Ingram, for instance, has spent $9,263 with The Sign Shoppe in Shallotte, where Daniels has dropped nearly $5,500. Daniels' report also lists $1,289 spent at Coastal Printing for brochures and bumper stickers.
Ingram has spent $59,241 of the money he's raised so far, while Daniels has spent $25,754 in his latest report. With more money, Ingram has cast a wider net.
He's spent $4,000 on a political consultant from Raleigh and paid $3,124 to River's Edge Golf Club in Shallotte for food, greens fees and golf carts for the 112 people who participated in a fundraiser there. He's also staged a barbecue and two fish fries to raise funds, and in the process he's amassed nearly 100 pages of individual contributions to his campaign.
Ingram has also bought advertising at Dixie Youth baseball games and at a Brunswick County NAACP event.
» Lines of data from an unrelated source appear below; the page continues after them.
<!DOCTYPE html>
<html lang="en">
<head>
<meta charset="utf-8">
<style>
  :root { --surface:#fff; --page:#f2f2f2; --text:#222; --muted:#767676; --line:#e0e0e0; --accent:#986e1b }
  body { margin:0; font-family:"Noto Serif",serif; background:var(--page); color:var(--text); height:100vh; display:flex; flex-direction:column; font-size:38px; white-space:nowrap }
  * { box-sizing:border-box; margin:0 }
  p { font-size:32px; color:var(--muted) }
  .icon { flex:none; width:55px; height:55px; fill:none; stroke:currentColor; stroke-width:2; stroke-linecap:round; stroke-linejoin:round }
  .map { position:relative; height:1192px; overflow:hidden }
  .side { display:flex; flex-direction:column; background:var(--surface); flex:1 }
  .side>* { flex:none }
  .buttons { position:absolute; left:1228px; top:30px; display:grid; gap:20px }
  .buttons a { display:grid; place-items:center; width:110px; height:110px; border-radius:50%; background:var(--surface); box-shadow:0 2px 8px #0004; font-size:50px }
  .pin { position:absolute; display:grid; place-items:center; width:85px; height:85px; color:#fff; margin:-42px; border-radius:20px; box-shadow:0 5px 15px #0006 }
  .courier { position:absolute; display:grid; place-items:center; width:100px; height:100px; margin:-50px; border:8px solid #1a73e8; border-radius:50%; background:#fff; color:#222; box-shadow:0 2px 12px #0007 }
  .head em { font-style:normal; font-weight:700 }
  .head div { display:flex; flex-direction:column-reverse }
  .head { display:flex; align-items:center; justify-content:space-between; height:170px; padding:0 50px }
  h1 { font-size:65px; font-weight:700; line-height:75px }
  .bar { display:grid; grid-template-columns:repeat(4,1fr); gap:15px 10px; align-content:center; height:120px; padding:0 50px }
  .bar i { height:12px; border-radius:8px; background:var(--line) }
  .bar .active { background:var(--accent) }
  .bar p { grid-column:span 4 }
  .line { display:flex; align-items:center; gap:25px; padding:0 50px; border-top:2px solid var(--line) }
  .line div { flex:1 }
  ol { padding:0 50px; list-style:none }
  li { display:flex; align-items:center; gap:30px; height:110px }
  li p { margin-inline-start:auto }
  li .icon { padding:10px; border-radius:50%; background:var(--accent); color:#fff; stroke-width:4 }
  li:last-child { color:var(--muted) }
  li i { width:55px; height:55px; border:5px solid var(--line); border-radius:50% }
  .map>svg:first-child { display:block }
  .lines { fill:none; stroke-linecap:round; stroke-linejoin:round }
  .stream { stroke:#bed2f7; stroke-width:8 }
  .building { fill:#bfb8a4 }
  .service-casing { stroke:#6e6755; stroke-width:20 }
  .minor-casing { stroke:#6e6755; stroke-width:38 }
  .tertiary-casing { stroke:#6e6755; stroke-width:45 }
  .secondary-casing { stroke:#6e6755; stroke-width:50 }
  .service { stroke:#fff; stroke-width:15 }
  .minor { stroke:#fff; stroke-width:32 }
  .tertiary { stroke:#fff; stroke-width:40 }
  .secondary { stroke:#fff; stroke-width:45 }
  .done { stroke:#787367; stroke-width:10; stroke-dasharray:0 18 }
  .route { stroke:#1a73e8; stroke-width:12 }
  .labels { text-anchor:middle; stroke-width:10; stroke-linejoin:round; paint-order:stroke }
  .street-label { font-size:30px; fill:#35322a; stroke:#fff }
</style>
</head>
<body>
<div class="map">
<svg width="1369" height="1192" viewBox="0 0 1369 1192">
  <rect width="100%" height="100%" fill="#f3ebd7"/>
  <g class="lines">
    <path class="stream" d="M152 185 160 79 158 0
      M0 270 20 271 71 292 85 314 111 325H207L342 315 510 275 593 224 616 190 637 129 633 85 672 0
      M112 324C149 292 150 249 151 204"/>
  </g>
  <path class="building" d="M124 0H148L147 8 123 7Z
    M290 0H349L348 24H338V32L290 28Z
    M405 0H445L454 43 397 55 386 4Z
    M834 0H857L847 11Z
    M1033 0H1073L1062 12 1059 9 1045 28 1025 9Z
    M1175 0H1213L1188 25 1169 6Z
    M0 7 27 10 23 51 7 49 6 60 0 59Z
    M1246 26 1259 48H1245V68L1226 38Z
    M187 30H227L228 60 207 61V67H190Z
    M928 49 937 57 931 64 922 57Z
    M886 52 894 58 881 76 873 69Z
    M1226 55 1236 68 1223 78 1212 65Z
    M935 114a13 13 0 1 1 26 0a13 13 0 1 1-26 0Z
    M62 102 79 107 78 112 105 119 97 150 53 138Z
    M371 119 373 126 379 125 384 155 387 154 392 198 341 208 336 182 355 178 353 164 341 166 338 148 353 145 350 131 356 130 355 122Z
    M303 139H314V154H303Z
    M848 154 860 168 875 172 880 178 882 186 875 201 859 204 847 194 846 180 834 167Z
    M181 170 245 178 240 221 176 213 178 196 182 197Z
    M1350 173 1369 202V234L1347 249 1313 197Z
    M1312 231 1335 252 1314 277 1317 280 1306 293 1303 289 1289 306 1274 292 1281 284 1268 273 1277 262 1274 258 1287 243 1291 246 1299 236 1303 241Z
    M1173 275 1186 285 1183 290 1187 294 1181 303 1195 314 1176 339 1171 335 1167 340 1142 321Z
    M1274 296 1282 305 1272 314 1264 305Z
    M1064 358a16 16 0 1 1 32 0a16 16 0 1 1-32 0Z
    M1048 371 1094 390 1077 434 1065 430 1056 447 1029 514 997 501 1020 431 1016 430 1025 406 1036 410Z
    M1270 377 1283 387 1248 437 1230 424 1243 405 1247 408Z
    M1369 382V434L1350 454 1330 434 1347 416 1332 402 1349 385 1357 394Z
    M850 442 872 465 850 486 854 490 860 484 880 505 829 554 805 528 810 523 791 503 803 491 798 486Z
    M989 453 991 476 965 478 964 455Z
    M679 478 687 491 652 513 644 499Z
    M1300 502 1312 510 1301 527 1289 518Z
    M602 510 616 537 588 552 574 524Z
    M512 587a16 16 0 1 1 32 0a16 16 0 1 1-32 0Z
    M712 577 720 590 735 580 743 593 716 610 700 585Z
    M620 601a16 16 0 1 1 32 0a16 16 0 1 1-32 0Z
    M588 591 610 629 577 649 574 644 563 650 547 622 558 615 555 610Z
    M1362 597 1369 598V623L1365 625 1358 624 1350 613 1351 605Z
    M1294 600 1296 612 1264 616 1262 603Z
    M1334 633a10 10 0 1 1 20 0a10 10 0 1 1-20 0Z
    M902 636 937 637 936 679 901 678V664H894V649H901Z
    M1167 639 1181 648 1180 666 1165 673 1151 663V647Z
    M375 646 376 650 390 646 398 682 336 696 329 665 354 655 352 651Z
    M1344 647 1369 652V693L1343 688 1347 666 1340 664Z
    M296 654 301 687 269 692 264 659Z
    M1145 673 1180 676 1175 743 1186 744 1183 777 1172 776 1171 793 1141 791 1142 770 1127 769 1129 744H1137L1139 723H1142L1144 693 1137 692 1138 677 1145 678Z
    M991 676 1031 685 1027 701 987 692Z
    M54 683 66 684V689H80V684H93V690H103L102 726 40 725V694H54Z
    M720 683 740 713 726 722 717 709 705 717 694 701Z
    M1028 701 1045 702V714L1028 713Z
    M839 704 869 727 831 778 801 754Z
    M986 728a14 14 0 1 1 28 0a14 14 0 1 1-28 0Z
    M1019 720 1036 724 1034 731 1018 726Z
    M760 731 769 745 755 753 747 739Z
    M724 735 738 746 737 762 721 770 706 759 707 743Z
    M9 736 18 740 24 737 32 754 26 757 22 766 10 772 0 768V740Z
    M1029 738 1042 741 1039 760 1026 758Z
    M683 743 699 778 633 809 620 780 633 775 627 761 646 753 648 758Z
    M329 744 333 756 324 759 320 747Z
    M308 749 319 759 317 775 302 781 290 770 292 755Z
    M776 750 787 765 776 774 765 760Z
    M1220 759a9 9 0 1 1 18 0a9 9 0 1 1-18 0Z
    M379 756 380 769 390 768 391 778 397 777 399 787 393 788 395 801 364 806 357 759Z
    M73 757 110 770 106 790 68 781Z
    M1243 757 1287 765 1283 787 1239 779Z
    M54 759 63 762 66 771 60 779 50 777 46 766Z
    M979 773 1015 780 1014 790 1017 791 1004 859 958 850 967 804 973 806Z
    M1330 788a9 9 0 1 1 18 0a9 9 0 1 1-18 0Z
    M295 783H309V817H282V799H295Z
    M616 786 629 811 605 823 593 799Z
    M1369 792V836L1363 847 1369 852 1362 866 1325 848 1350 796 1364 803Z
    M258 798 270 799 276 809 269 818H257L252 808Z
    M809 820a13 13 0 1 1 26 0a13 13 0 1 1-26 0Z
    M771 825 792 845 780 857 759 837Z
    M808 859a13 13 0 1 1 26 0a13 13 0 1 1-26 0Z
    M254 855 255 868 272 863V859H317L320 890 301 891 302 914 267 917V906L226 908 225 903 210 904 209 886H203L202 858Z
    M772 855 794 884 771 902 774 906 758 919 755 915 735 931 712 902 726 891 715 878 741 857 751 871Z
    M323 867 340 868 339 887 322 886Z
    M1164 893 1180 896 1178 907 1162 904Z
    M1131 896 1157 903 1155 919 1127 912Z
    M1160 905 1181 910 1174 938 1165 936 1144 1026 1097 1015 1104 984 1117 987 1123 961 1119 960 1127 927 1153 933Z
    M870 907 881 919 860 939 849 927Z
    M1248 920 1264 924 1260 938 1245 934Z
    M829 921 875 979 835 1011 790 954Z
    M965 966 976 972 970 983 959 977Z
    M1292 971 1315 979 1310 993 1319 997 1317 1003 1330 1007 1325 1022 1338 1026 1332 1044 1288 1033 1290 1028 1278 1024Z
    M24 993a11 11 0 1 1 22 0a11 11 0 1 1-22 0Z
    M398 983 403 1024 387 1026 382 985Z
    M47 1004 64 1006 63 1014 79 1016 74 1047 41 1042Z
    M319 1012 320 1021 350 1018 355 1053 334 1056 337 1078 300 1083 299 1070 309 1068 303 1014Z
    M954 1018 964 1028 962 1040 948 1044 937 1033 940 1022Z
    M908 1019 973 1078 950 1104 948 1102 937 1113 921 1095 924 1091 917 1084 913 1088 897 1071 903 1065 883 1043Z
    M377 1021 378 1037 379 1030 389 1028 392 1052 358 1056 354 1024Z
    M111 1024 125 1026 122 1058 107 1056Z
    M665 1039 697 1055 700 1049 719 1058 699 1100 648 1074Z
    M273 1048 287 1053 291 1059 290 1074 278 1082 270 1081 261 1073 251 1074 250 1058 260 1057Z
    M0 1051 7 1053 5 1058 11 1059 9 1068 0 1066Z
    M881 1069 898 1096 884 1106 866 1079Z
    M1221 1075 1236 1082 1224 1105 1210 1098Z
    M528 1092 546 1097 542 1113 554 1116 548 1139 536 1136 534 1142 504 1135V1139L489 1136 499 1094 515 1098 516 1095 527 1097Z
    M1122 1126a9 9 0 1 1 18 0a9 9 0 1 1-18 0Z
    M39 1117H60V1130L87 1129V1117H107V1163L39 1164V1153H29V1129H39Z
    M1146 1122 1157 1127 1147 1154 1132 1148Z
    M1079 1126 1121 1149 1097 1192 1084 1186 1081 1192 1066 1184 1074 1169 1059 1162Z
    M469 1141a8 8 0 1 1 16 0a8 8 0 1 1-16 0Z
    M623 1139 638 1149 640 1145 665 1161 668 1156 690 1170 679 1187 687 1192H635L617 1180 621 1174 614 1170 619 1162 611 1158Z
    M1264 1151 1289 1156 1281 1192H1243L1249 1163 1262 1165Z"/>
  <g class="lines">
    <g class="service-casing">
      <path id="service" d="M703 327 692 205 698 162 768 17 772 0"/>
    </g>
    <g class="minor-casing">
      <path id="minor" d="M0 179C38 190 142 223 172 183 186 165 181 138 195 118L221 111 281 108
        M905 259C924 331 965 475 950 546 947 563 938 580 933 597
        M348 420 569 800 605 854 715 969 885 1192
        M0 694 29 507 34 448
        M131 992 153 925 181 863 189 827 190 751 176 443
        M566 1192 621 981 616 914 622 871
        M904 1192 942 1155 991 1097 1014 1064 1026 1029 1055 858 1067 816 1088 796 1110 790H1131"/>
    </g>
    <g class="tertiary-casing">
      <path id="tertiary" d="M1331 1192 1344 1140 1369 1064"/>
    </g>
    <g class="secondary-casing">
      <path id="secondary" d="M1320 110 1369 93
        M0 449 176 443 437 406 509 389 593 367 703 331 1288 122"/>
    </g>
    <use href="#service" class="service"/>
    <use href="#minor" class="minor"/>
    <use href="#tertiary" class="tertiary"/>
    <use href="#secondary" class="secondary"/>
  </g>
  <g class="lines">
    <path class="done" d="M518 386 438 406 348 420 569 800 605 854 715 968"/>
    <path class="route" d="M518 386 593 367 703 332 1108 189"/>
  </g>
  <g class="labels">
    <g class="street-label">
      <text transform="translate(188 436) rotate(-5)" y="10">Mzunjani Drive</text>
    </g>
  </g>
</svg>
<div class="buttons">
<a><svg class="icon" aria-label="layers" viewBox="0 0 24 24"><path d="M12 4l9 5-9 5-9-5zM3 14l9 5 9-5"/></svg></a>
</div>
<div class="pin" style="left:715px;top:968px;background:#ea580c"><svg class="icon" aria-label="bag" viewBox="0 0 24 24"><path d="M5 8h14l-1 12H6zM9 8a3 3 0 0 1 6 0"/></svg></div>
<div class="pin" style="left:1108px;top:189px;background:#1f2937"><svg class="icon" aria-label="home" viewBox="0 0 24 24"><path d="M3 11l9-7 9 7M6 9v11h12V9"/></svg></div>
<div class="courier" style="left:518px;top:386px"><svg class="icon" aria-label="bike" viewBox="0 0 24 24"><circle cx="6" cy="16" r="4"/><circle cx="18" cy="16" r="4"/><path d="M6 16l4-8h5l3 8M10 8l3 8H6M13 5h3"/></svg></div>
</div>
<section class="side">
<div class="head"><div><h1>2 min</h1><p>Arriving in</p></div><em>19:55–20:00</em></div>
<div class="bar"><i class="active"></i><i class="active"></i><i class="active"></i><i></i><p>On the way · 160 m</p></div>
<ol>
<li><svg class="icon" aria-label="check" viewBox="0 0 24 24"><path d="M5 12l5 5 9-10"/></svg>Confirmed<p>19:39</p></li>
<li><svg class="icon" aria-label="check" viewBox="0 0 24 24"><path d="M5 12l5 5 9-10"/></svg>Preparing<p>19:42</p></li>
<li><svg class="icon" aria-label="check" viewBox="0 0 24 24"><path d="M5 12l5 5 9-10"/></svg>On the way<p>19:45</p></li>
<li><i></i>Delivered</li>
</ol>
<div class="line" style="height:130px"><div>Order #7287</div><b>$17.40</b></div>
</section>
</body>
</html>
He also donated $900 for a Brunswick Community College scholarship fundraiser and $150 for a membership at the North Brunswick Chamber of Commerce.
Donations of $50 or less don't have to be reported by name. For contributions above $50, Ingram's campaign has gotten the most cash from Charlie Miller, his chief deputy, who has given more than $3,000. Daniels' largest contribution is $2,500 from Joe Hanes, who was listed on the form as Brunswick County sheriff patrolman. But he doesn't work for the Sheriff's Office, said Ingram's assistant, Beth Boling. Nor is he a North Carolina State Highway Patrol trooper, according to the Patrol's Shallotte office.
Daniels and Ingram said they don't focus on how much they are raising or spending. Rather, their attention is on doing what is necessary to get votes.
It's a lot of money, but not too much, "If you're fighting for something that's worth fighting for," Daniels said.
And Ingram said that the fact he's spending more than twice what Daniels is doesn't give him any comfort.
"You have to be aggressive throughout the campaign," he said.